Can other deeded owners force a deeded owner off the property?

6 answers | Last updated: Oct 27, 2016
Ccpanel asked...

Our parents' 120 acre farm has been deeded in five siblings' names. Our parents are in good health at ages 83 and 69, and are living on the property.

There is one sister living on the property, as she was invited to by our parents. That same sister is making changes and doing things that are not approved by dad and the other four siblings.

How do we limit her activity to sleeping/eating on property and dis-allow her from making any changes at all to any part of the property? If it comes to it, can we evict her regardless of our parents' input? They are no longer the deeded owners but are being allowed to live there until death. The deeds have been recorded with Tehema County in California.


Expert Answers

You state the your parent's farm is now deeded in five siblings names, that one sibling lives on the farm as invited to by your parents, and that this sister is now making changes that are not approved by the four other siblings and your dad. [I do not know if your mother does approve of the changes, or you simply didn't mention her.] You ask, "If it comes to it, can we evict her regardless of our parents' input?' I suggest that this problem should be resolved by negotiation, and mediation if necessary, not by litigation.

First, it is not clear what your rights, if any, to evict the sister are. She is one owner of the property. Normally you can't evict an owner, unless there is a provision in the deed, or a lease, allowing you to do so.

Far more importantly, I think it would unwise to try to evict your sister regardless of your parents' input. While the farm is legally owned by the five siblings, it is morally still owned by your parents. For you, of any of your siblings, to take legal action about the farm and ignore your parents desires regarding your sister seems likely to result in ill will and family bitterness. I propose that you put all your efforts into trying to work this out on the family level.


Community Answers

Ccpanel answered...

dad wants her there but to not be doing anything to the farm. mom initially didnt want her doing anything but sister has manipulated and cajoled and argued and demanded and mom has caved in/rolled over.

siblings have zero problem with her living there. we have 100% problem with her doing anything else.

efforts on family level have failed. dad and mom are both over 80 years old and not strong enough to deal with it. they are tired of fighting sister.

siblings would have ZERO problem with sister if she discussed her wishes with family/parents before enacting any actions but she has not shown a single sign of respect. if she had-we would not need to have this conversation.

she has charged money to farm, invited workers onto farm, brought live-in boyfriend, brought dogs(that trip my parents and have made both fall) in general not respected any persons wishes.

advice?

these are actions i/we need to take on behalf of our parents not circumventing them.


A fellow caregiver answered...

I have a similar situation, 8 siblings and Mom and Dad still living in home with one sister. Three of the siblings want her out just because of personal reason. Mom and other 5 siblings wants her there as she is taking care of both Mom and Dad and doing meals in the evening.
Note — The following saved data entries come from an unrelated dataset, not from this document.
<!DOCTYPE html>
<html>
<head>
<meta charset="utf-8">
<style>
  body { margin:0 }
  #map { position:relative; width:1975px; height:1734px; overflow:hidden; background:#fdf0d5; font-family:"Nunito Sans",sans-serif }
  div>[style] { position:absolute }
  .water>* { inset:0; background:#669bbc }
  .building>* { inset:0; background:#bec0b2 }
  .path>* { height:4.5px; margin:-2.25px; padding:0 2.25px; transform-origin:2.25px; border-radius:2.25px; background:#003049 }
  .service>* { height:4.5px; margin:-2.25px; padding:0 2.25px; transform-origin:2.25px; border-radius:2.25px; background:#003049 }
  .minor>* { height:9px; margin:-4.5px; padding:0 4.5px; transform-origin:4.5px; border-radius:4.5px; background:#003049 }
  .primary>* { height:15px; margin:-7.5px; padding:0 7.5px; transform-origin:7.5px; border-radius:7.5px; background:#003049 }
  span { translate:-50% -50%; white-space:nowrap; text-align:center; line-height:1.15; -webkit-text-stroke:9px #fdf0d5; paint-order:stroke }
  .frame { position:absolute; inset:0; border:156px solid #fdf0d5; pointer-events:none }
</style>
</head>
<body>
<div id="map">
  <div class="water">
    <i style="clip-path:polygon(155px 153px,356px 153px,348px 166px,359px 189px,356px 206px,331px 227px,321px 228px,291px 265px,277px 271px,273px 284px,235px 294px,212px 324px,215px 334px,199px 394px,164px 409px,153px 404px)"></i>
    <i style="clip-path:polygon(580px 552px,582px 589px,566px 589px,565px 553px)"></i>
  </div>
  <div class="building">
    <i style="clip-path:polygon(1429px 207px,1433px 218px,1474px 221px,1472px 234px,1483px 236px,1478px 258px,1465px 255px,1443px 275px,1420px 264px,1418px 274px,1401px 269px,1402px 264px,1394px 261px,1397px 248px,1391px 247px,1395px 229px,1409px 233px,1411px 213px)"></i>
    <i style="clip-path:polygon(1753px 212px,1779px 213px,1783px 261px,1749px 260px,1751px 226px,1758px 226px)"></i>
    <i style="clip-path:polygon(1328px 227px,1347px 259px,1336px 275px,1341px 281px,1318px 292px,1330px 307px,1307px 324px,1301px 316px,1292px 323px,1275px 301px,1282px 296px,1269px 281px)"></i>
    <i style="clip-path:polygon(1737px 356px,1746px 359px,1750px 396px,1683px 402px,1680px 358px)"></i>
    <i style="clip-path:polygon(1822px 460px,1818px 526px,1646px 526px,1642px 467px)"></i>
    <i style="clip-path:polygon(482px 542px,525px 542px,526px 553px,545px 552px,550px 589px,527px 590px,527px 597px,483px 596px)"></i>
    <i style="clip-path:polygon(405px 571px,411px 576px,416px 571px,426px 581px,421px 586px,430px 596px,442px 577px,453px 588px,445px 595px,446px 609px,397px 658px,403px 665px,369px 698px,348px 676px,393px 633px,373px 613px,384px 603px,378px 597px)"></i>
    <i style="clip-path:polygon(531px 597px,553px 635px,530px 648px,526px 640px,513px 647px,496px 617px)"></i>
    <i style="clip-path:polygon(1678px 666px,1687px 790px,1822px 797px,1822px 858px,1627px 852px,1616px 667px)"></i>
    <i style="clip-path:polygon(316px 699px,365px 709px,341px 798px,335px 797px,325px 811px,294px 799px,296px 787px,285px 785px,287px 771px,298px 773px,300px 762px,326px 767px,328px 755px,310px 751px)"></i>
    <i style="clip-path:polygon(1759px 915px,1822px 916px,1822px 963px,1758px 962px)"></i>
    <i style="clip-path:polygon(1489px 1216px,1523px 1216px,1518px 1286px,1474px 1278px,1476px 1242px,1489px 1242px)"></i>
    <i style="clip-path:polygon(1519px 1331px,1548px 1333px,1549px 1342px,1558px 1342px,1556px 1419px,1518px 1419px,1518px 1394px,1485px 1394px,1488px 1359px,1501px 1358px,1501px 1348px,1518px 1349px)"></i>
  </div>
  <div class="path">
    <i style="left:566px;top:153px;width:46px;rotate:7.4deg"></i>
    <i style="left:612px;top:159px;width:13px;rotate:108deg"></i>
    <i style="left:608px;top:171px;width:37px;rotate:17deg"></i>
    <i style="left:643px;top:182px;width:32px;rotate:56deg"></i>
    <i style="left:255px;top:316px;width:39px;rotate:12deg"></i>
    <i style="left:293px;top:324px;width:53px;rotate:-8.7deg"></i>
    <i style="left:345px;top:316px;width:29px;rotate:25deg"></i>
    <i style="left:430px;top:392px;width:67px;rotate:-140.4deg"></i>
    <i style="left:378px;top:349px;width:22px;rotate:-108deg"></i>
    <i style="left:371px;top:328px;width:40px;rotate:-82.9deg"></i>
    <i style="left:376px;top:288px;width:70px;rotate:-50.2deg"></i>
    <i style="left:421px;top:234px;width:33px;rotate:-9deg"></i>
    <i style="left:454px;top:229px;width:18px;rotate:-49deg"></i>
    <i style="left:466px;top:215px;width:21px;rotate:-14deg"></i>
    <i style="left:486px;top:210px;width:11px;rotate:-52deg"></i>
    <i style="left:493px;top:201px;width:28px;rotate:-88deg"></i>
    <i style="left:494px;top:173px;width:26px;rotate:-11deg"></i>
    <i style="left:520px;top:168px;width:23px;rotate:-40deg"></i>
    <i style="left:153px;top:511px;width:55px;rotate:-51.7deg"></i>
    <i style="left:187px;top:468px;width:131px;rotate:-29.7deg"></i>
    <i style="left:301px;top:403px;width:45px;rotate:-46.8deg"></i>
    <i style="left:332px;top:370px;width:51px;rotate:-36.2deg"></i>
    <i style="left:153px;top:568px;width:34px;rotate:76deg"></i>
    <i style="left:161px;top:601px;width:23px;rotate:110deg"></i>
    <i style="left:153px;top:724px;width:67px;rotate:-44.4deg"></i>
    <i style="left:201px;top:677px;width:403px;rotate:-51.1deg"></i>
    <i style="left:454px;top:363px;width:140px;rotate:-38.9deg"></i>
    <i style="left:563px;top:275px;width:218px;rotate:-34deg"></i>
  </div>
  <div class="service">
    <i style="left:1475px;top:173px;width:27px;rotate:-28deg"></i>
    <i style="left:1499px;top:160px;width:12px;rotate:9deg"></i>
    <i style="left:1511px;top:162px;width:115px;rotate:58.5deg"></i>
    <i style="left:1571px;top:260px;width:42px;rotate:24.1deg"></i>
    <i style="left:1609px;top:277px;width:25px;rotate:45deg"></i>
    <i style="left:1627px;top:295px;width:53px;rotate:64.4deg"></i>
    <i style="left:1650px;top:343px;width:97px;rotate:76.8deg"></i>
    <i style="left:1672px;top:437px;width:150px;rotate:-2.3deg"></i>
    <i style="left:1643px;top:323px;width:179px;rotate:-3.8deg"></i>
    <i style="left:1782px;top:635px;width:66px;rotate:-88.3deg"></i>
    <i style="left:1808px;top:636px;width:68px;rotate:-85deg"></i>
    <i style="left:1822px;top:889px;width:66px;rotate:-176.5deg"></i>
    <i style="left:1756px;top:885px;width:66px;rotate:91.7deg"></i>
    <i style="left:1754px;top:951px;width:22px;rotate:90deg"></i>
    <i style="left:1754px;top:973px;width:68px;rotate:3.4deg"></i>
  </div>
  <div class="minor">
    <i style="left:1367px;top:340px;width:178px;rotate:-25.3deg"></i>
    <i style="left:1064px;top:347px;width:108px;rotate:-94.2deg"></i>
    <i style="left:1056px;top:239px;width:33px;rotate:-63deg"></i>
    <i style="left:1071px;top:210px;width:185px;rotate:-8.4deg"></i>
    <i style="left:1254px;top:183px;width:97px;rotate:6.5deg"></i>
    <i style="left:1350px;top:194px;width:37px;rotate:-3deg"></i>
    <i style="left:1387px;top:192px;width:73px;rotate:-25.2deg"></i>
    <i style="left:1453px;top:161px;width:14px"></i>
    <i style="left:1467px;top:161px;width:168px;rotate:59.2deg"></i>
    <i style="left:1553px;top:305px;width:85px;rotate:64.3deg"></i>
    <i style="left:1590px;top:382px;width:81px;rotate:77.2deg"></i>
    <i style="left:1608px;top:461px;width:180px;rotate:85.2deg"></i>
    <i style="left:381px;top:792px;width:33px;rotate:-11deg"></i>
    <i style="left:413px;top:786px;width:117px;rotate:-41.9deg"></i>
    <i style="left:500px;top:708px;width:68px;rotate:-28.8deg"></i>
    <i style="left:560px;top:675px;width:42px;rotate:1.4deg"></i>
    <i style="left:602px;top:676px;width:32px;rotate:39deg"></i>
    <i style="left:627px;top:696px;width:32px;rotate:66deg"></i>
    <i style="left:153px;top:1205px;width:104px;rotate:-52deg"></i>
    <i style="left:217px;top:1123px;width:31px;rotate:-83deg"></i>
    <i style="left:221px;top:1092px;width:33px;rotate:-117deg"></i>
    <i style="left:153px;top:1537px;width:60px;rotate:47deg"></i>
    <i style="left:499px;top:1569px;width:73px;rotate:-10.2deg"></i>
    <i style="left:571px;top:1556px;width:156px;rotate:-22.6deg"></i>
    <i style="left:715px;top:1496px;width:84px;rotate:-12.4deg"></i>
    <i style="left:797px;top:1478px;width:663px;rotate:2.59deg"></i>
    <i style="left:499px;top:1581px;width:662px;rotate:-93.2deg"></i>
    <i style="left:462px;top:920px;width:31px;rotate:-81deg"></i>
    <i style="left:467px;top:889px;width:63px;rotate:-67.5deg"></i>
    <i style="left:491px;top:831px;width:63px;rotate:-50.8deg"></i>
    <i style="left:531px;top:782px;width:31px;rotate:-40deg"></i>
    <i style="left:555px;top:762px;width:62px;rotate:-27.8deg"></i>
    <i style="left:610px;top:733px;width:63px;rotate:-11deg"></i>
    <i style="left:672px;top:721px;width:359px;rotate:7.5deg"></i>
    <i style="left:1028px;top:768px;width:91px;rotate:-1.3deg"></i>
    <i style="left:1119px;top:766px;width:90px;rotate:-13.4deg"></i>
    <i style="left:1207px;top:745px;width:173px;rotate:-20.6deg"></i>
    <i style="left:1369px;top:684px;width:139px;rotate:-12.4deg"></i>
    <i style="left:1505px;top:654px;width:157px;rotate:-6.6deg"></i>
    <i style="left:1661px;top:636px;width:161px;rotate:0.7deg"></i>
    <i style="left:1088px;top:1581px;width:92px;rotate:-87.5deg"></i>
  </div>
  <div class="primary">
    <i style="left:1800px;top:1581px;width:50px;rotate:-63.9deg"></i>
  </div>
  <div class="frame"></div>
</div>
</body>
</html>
My dad only fixes Breakfast and not good at making sure Mom takes her med. Because of not eating right or not eating and drinking she had heart issues and now wearing a monitor for 30 days. We all are on the deed, I was told by lawyer that they can't throw her out or her belongings out as they have indicated as she is part owner and Mom wants her there. Now that they have made it so unbearable there she is leaving. They now say they are gong to sell the house and split the money between the three siblings and Dad. I have been told they can't sell the house without our signatures.


Ccpanel answered...

Denis- Dad wants her gone, mom has succumbed to daughters manipulation and all other children have through interaction with the intruder decided it is not healthy to try to communicate with a rude, angry, unreasonable person.

we know legally we cant evict her at this point how do we restrict her to ONLY eating/sleeping there and DIS-allow her from any actions on the farm? the whole collective family apart from mom/her does not want her to do ANYTHING to the farm. what legal form or action will make this a reality? restraining order? cease/desist?


A fellow caregiver answered...

I would think you have legal recourse to get her boyfriend out, but not your sister, if your Mom wants her there. I would like to know what a Denis has to say


Floydetha answered...

Can you just give her 24 acres to have for herself? I would think that charging money to the farm would have to be legally signed for and you should talk to the person who loaned the money. I would make it owed to the person who borrowed it. I would also remind the sister that the property belongs to all of you and without the other authorizations she will be held financially responsible, not the farm. The bank should be informed that no money should be charged to the farm without everyones consent or something like that. Good Luck!